RED BANK - The wind was frigid and the snow was beginning to fall in earnest on Saturday afternoon as friends, family, colleagues and others who shared his passions began filing into Thompson Memorial Home, on Broad Street, to express their lose at the passing last week of Dery Bennett.

The weather certainly didn't seem conducive to it, but a couple of those in attendance at the gathering shed their shoes and socks.

"I left them in the car," said Bob Reid, as he stood barefooted, waiting in the receiving line to offer his condolences to Bennett's widow, Barbara. Bennett, 79, a Fair Haven resident, died last Tuesday, after a long illness, said close friend Cindy Zipf, executive director of Clean Ocean Action, an organization that Bennett, a stalwart environmental activist, helped found.

Reid, who is retired from the Sandy Hook Laboratory, said he met Bennett shortly after beginning work at the lab in 1971. "The one thing that you would remember about him is the bare feet," as he would go much of the time without shoes, Reid said.

Bennett, among his many works and accomplishments, had served for 35 years as executive director the American Littoral Society, headquartered at Gateway National Recreation Area at Sandy Hook.

At the lab, "We were a little bit more formal," Reid recalled, meaning Bennett would have to don his shoes before entering and visiting with Reid.

Brett Thompson, a 20-yearold Rumson resident decided to take off his shoes as well, in honor of Bennett. "I had to not wear the shoes," he said. "One of my great memories is if you saw Dery,"

Thompson said, "it was probably without shoes." Brett and his brother, Tyler, who is 26, had known Bennett, "Since we were running around in diapers," Tyler said (he was wearing shoes - Converse sneakers, which Bennett would wear when he had to wear shoes.)

"He probably inspired a whole generation of environmental advocates," Tyler said. "He inspired me to educate people after working with him for one day," when Bennett conducted a student seminar when Tyler was in high school, he said.

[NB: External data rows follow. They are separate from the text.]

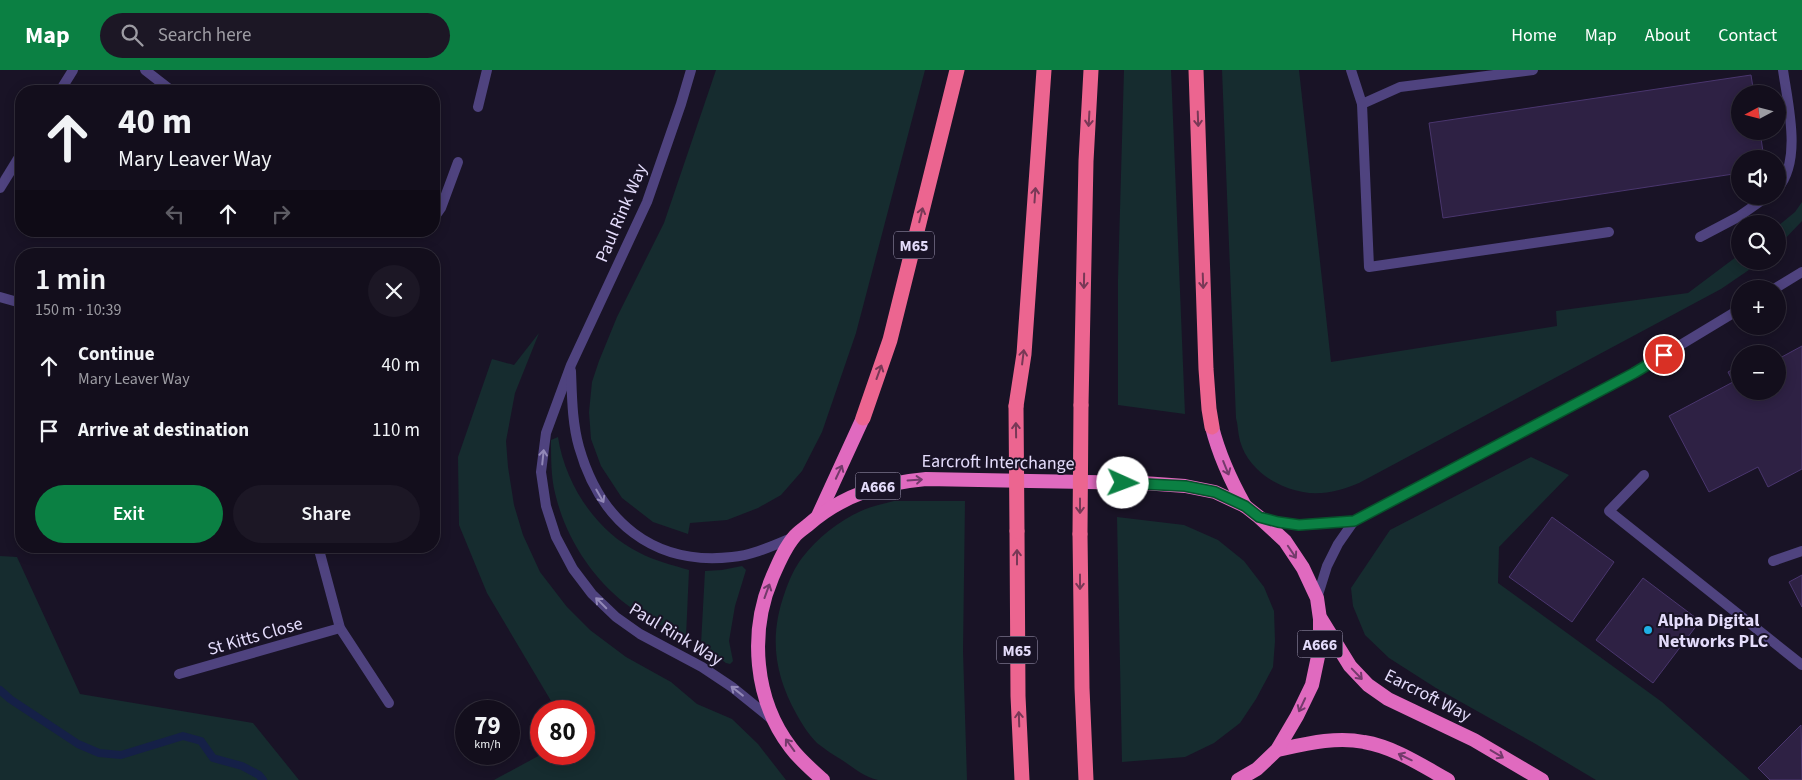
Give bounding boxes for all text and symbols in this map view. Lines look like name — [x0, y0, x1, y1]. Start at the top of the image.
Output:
search box — [100, 13, 450, 58]
text: Map — [25, 18, 70, 53]
icon: search — [118, 21, 146, 49]
text: Search here — [158, 22, 251, 49]
text: Home — [1511, 23, 1557, 48]
text: Map — [1585, 23, 1617, 48]
text: About — [1645, 23, 1690, 48]
text: Contact — [1718, 23, 1777, 48]
north arrow — [1731, 85, 1786, 140]
map controls — [1731, 85, 1786, 400]
text: 40 m — [118, 97, 192, 147]
icon: ahead — [35, 105, 100, 170]
one-way arrow — [1084, 110, 1093, 126]
one-way arrow — [1193, 110, 1202, 126]
text: Mary Leaver Way — [118, 143, 272, 175]
button: sound — [1731, 150, 1786, 205]
street label: Paul Rink Way — [589, 160, 654, 266]
one-way arrow — [1030, 188, 1039, 204]
icon: left — [161, 200, 189, 228]
icon: ahead — [214, 200, 242, 228]
icon: right — [267, 200, 295, 228]
one-way arrow — [917, 208, 926, 224]
button: search — [1731, 215, 1786, 270]
road number: M65 — [894, 232, 934, 258]
text: 1 min — [35, 258, 106, 301]
button: close — [368, 265, 420, 317]
one-way arrow — [1198, 272, 1208, 289]
one-way arrow — [1079, 273, 1088, 289]
button: + — [1731, 280, 1786, 335]
text: 150 m · 10:39 — [35, 299, 122, 321]
pin — [1643, 334, 1685, 376]
text: Continue — [78, 341, 155, 368]
icon: arrive — [1650, 341, 1678, 369]
button: − — [1731, 345, 1786, 400]
one-way arrow — [1018, 350, 1028, 366]
icon: ahead — [35, 352, 63, 380]
text: 40 m — [382, 352, 420, 379]
one-way arrow — [875, 365, 884, 381]
text: Mary Leaver Way — [78, 368, 190, 390]
icon: arrive — [35, 417, 63, 445]
text: Arrive at destination — [78, 417, 249, 444]
text: 110 m — [372, 417, 420, 444]
one-way arrow — [1011, 422, 1021, 438]
street label: Earcroft Interchange — [921, 449, 1075, 476]
one-way arrow — [538, 450, 548, 466]
position arrow — [1096, 456, 1148, 508]
one-way arrow — [1222, 460, 1231, 475]
one-way arrow — [834, 465, 844, 480]
road number: A666 — [856, 472, 900, 500]
one-way arrow — [907, 475, 923, 485]
button: Exit — [35, 485, 223, 543]
button: Share — [233, 485, 420, 543]
one-way arrow — [595, 489, 605, 503]
one-way arrow — [1075, 498, 1085, 514]
one-way arrow — [1287, 545, 1298, 559]
one-way arrow — [1012, 549, 1022, 566]
one-way arrow — [1075, 574, 1085, 590]
one-way arrow — [763, 583, 772, 599]
one-way arrow — [595, 597, 608, 609]
street label: Paul Rink Way — [624, 597, 728, 672]
place label: Alpha Digital Networks PLC — [1657, 608, 1769, 654]
street label: St Kitts Close — [205, 611, 306, 662]
marker: Alpha Digital Networks PLC — [1642, 624, 1654, 636]
road number: A666 — [1298, 630, 1342, 658]
road number: M65 — [997, 636, 1037, 664]
street label: Earcroft Way — [1380, 663, 1476, 728]
one-way arrow — [1351, 667, 1363, 680]
one-way arrow — [731, 686, 744, 697]
one-way arrow — [1297, 697, 1307, 712]
speed limit sign: 80 — [530, 700, 595, 765]
text: 79 — [474, 708, 501, 744]
one-way arrow — [1014, 711, 1024, 728]
text: km/h — [474, 736, 501, 753]
one-way arrow — [785, 738, 795, 752]
one-way arrow — [1490, 749, 1504, 759]
one-way arrow — [1398, 752, 1413, 761]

Bennett was born in Philadelphia, Pennsylvania, graduating from Amherst College and going on to serve in the U.S. Navy. Over the course of his varied career he had worked as a newspaper reporter, a semi-pro basketball player, and was assistant president of Corning Community College, in Corning, N.Y., where is also taught English, according to his obituary. But it was his work on environmental issues that most talked about when they talked about Bennett. In addition to working with the littoral society, he laid the groundwork for other organizations and nurtured them, as those groups, such as Clean Ocean Action, where he served as president for 25 years, the New York/New Jersey Baykeeper, and others, gained momentum.

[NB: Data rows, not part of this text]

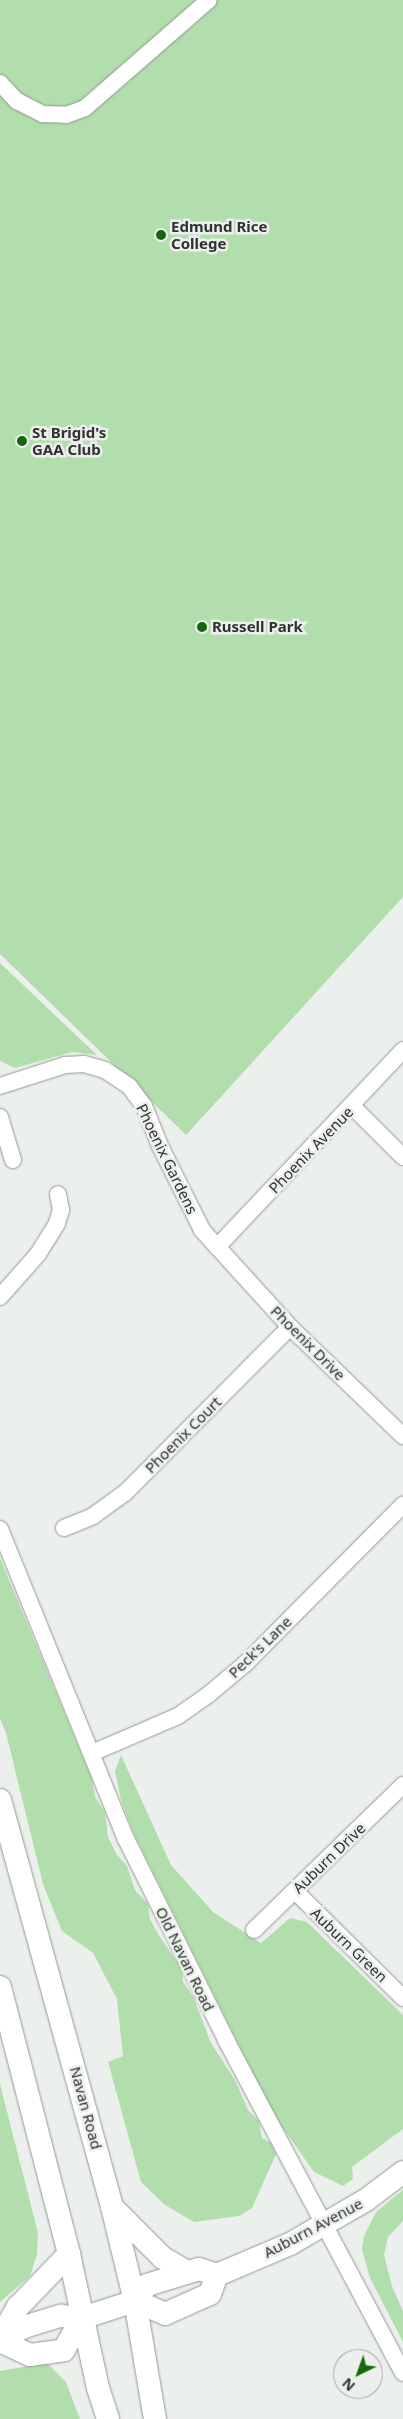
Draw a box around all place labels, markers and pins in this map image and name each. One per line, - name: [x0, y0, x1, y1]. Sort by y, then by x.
- place label: Edmund Rice College: [171, 217, 267, 252]
- marker: Edmund Rice College: [155, 229, 167, 241]
- place label: St Brigid's GAA Club: [32, 423, 106, 458]
- marker: St Brigid's GAA Club: [16, 435, 28, 447]
- place label: Russell Park: [212, 618, 303, 636]
- marker: Russell Park: [196, 621, 208, 633]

"I counted him as a friend and mentor," said Andy Willner, former NY/NJ baykeeper. "Dery was really a wise man," Willner said. "That's not a word you use often. He was extraordinarily thoughtful." He also espoused a style that Willner called "hardnosed advocacy," meaning being passionate but also well informed in defense of his positions. "He was also extraordinarily stubborn," Willner said. "He'd take that position when governors would call, when vice presidents would call. That's how he accomplished so much in his life."

U.S. Representative Frank Pallone Jr. (D-NJ) said he had worked with Bennett for many years on many issues. "He was just an inspiration," the congressman said. "He really believed in environmental issues." Bennett would, "look at everything long term," seeing the big picture, sometimes studying issues for many years, Pallone said.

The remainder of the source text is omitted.